Problem to work on
What is the number of lines in the following data that contain "roads"? Answer with the number alone.

*** Data for this exercise ***

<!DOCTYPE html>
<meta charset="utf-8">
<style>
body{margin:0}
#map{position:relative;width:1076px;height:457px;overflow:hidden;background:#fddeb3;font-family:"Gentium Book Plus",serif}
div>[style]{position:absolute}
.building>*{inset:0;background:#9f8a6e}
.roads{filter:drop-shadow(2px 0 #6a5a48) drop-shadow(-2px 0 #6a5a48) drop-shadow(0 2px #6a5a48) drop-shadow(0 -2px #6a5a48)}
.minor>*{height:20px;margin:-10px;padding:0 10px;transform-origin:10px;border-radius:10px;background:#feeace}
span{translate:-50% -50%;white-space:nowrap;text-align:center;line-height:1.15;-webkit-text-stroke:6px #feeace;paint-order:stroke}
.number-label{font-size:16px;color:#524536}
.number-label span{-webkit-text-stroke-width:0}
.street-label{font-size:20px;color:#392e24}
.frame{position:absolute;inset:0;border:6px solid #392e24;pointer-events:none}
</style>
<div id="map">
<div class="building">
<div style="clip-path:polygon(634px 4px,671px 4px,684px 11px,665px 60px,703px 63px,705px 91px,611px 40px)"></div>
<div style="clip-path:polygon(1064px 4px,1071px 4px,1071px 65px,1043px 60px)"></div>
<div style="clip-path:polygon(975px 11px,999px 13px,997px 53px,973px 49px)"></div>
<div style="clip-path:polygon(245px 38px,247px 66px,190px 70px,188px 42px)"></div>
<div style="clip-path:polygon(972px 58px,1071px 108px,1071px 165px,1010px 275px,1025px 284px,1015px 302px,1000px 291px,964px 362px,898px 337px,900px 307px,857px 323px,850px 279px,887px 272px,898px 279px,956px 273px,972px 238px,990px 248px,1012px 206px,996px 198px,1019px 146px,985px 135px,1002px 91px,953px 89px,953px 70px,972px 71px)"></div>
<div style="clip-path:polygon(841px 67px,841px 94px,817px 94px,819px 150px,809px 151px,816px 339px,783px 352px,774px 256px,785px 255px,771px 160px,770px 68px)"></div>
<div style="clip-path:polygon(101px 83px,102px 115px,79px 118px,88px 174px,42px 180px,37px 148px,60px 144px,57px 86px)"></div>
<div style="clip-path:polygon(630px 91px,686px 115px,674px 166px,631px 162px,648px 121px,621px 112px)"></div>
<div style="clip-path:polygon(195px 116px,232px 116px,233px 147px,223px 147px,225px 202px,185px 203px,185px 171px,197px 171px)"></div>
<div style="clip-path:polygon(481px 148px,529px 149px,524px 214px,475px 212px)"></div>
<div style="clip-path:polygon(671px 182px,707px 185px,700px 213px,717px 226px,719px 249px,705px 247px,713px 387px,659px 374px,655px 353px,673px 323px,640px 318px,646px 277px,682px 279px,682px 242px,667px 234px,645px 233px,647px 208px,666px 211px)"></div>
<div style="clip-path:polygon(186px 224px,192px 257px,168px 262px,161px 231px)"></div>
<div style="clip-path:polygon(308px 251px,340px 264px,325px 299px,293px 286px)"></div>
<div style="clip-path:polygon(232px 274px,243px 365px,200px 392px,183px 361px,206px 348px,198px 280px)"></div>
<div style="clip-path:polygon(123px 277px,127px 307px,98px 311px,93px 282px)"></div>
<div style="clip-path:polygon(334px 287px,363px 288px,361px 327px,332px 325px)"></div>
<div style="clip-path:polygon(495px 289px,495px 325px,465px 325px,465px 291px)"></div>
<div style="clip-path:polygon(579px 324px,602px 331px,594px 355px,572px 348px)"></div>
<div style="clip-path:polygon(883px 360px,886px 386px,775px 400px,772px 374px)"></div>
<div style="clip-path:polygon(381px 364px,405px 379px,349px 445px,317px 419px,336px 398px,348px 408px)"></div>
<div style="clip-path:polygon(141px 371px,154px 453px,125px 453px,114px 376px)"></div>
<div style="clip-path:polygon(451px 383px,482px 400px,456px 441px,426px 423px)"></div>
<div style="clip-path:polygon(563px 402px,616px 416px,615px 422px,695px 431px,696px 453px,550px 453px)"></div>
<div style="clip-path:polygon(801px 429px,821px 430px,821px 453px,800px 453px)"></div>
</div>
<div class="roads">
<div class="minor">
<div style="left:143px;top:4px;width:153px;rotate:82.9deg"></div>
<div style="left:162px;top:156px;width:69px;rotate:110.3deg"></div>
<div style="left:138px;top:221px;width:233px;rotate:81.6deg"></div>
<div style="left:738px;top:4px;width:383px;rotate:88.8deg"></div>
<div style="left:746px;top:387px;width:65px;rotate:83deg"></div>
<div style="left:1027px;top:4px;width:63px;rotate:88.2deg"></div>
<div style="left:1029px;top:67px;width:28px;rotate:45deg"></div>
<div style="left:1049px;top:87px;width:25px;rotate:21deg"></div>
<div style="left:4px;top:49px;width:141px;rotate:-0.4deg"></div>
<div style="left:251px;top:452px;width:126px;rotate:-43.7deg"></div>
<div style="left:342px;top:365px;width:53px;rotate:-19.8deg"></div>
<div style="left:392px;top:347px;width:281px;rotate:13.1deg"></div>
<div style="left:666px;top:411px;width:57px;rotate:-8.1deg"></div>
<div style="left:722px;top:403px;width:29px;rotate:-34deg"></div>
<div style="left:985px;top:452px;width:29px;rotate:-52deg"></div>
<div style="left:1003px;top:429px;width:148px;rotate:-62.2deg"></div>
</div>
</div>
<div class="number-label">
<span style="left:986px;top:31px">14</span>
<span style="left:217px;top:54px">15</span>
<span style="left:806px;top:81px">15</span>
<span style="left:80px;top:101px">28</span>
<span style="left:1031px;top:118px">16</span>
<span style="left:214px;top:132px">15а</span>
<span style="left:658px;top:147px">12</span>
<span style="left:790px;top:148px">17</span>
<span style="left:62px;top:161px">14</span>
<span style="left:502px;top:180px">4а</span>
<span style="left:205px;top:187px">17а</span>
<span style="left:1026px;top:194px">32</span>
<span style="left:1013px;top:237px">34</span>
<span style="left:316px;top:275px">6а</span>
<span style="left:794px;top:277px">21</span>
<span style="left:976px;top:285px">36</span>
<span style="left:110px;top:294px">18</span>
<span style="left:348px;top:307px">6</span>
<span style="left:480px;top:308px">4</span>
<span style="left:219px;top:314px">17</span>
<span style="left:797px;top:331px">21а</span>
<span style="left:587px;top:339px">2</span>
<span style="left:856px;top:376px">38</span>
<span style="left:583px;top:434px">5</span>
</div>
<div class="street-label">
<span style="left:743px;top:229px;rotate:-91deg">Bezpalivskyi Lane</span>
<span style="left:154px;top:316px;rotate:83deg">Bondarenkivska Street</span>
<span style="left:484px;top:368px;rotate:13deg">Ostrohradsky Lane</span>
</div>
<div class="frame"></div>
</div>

***

Result of this exercise
2